Monitoring Mantle Cell Lymphoma: PET Scans and MRD

Michael L. Wang, MD
Published Online:Sep 13, 2017
Expert Michael L. Wang, MD, discusses the case of a 55-year-old male diagnosed with mantle cell lymphoma, including disease background, prognosis, and various therapy approaches.

The Evolving Landscape of Mantle Cell Lymphoma


Michael L. Wang, MD: PET/CT scans are a very, very important tool. In the older criteria, the Cheson criteria, we only used CT scans. The CT scan has to see the tumor shrink to less than 1.5 or 1 cm, but the PET scan does not require that. The patient can achieve complete remission with a 3-cm residual mass as long as it is no longer PET-positive. So, a PET scan has the integrity to be in the new Cheson criteria, which is called the Lugano criteria. I think it’s a major step forward in the staging of malignant lymphomas. This is especially true for mantle cell lymphoma. It really guides our therapy. So, if you have a patient who got therapy, you have to use a PET scan. If they have a complete metabolic response, you can gauge your therapy towards that. A PET scan is very important. It is an irreplaceable tool to treat mantle cell lymphoma.

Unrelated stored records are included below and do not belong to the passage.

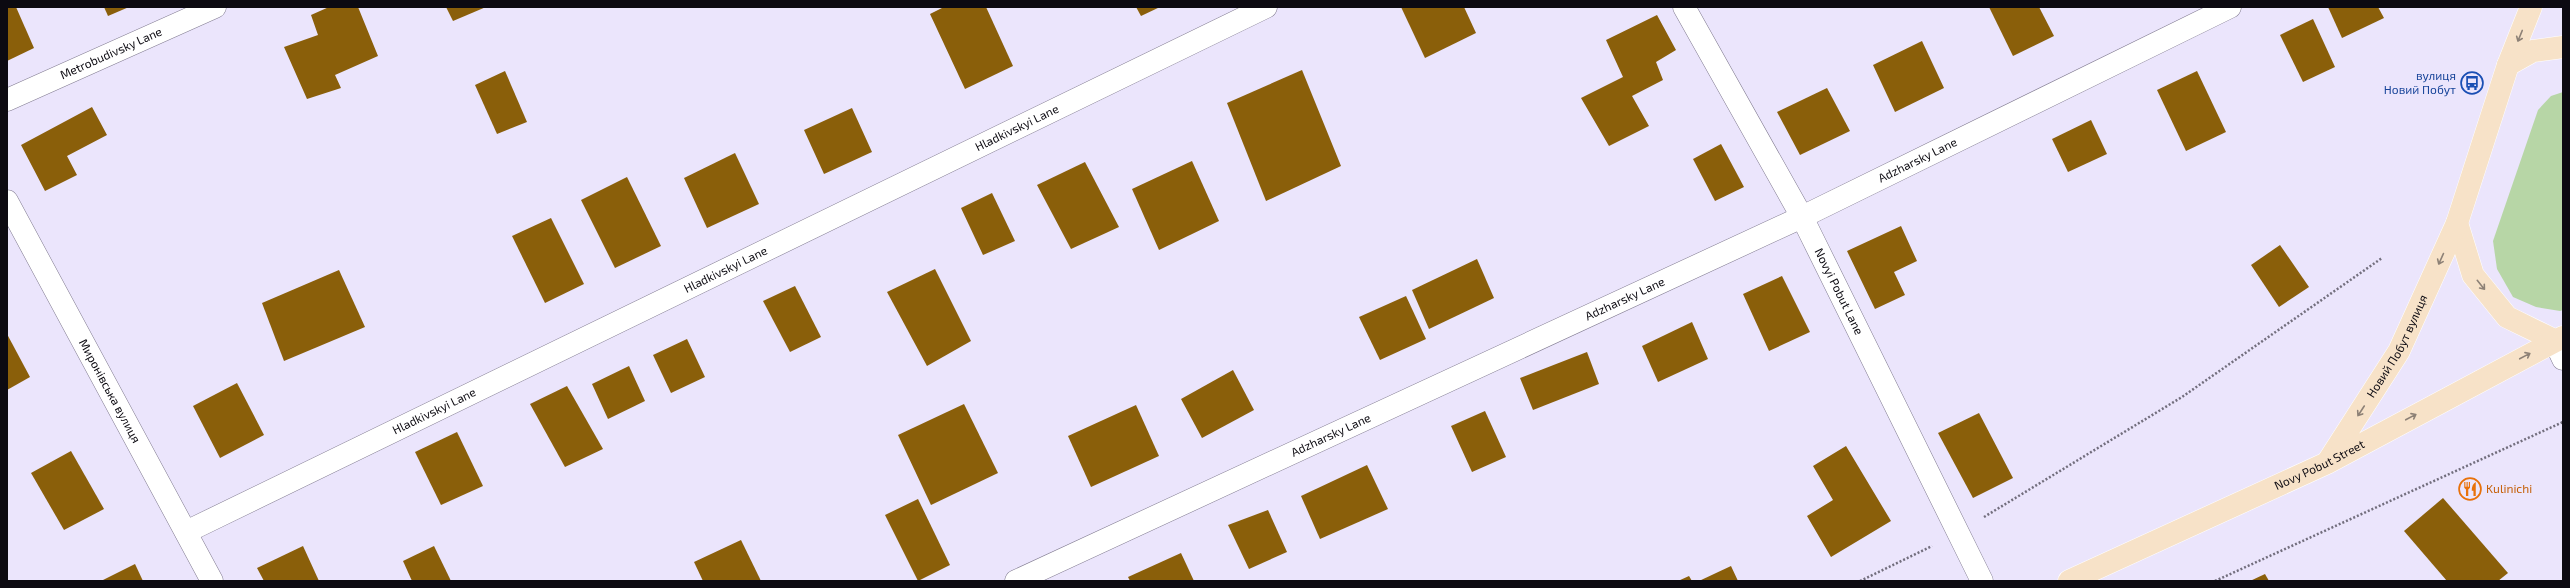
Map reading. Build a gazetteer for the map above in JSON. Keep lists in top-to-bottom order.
{
  "streets": {
    "main road": ["Новий Побут вулиця", "Novy Pobut Street"],
    "street": [
      "Metrobudivsky Lane",
      "Hladkivskyi Lane",
      "Adzharsky Lane",
      "Novyi Pobut Lane",
      "Миронівська вулиця"
    ]
  },
  "crossings": [
    ["Hladkivskyi Lane", "Миронівська вулиця"],
    ["Adzharsky Lane", "Novyi Pobut Lane"],
    ["Новий Побут вулиця", "Novy Pobut Street"]
  ],
  "one_way": ["Новий Побут вулиця", "Novy Pobut Street"],
  "places": {
    "bus stop": ["вулиця Новий Побут"],
    "restaurant": ["Kulinichi"]
  }
}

MRD to many people is just a simple idea, but there are many scientific extensions into MRD. So, what is MRD? Minimal residual disease. Let me give you an example. People always said this is a very common idea: you treat the patient and the scans or bone marrow biopsy, the common routine for receding criteria, have already yielded a complete remission. Then you check the MRD, either by flow cytometry or by sequencing data, and you find there is disease left. This means you’d still find residual disease, which means you did not get rid of the root of the iceberg. So, MRD is a very common idea, but it is underutilized, which means we have not used MRD adequately. Let me give you an example. If you treat mantle cell lymphoma, the quickest way to restage mantle cell lymphoma is after 2 months. We have to wait for 2 months to do another scan. Let’s say this mantle cell lymphoma is blastoid, very aggressive. It may not respond to the frontline therapy that well. You start with bendamustine/Rituxan [rituximab] and after 1 cycle, you do a PET/CT scan. The tumor already grew, so you have to change the therapy to hyper-CVAD.

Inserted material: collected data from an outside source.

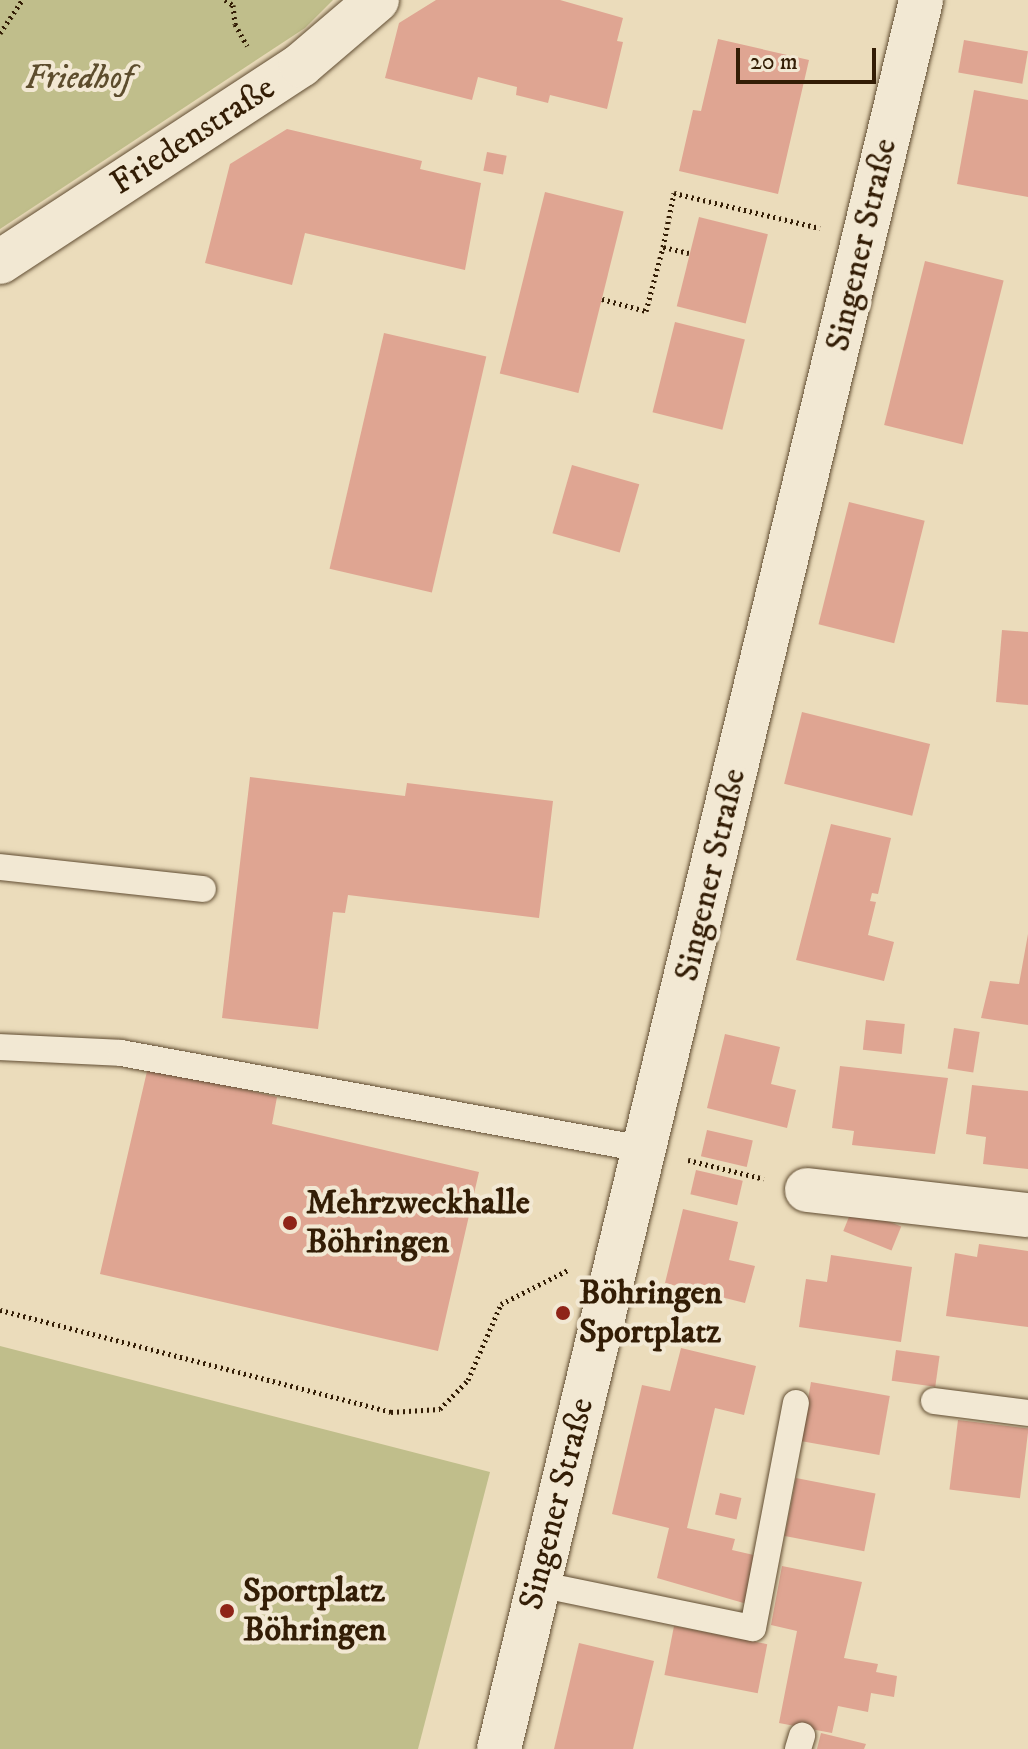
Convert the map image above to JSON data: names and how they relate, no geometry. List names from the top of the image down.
{
  "streets": {
    "street": ["Friedenstraße", "Singener Straße"]
  },
  "parks": ["Friedhof"],
  "places": ["Mehrzweckhalle Böhringen", "Böhringen Sportplatz", "Sportplatz Böhringen"],
  "scale_bar": "20 m"
}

However, our national guidelines do not allow you to do a PET scan within 60 days. It is also too much radiation or not convenient to do scans every 2 weeks or every month, and our economy cannot support that. The patient’s body cannot take that amount of radiation. But, if you are able to use the blood test, you can see MRD coming down very nicely. It means your chemotherapy is working; you should continue. And if their MRD goes up, we need to change the chemotherapy. So, MRD not only can tell you the prognosis of the patient after finishing therapy, but it can also actually provide an opportunity to intervene in giving therapy.

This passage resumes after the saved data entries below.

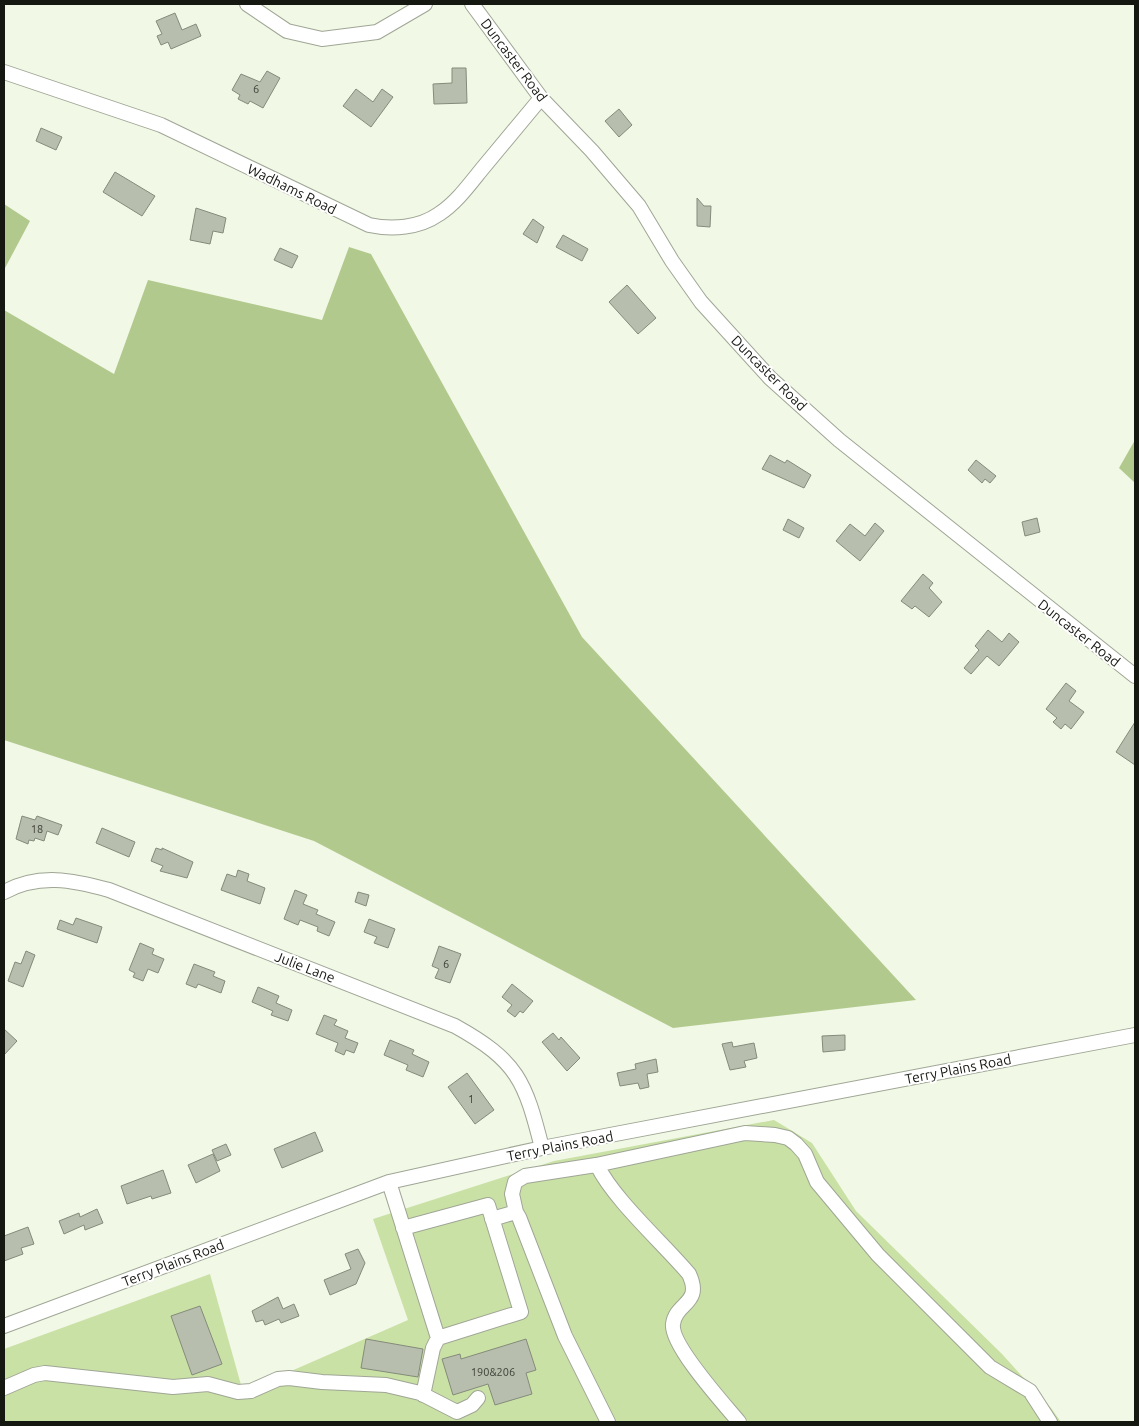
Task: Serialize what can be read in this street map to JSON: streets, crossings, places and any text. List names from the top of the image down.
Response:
{
  "streets": {
    "street": [
      "Duncaster Road",
      "Wadhams Road",
      "Julie Lane",
      "Terry Plains Road"
    ]
  },
  "crossings": [
    ["Duncaster Road", "Wadhams Road"],
    ["Julie Lane", "Terry Plains Road"]
  ],
  "house_numbers": [
    "6",
    "18",
    "6",
    "1",
    "190&206"
  ]
}
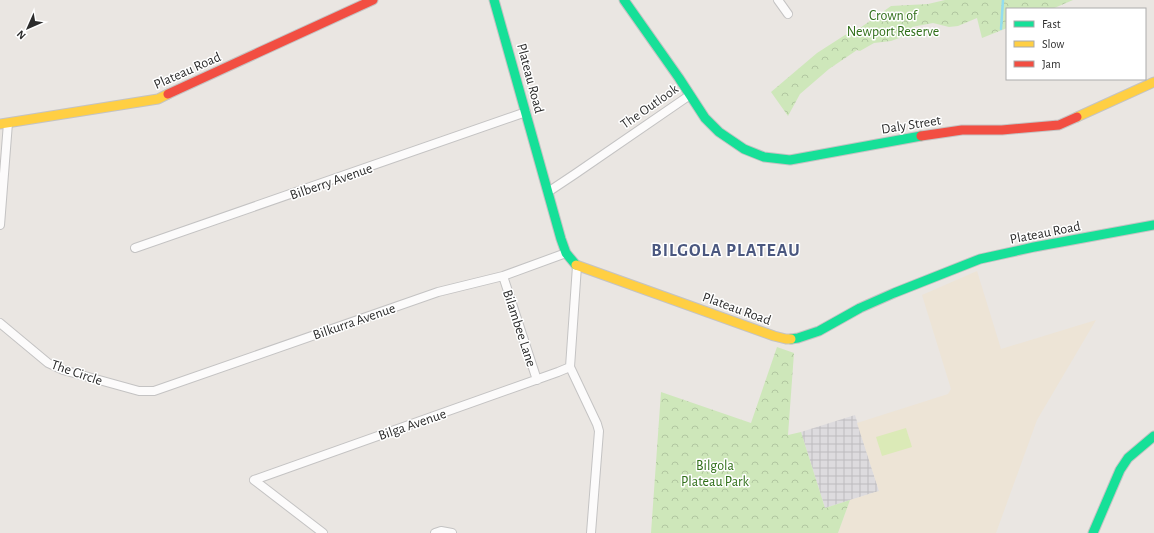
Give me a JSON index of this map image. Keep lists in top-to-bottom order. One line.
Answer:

MRD is also a technology for early detection. In the future, the science fiction is that we will look at the tumor tissue for diagnosis. In the future, with MRD sophistication coupled with big data, we may be able to detect cancer before it forms a tumor. The whole oncology world will change at that time. Whenever you do not have to deal with a lot of tumors—whether they are initially diagnosed, they’re undergoing therapy, or they’ve completed therapy—you can use much less therapy to get rid of the MRD, so that patient will easily get into remission without a lot of toxicities. So, MRD is exciting. It is one of the major directions of oncology.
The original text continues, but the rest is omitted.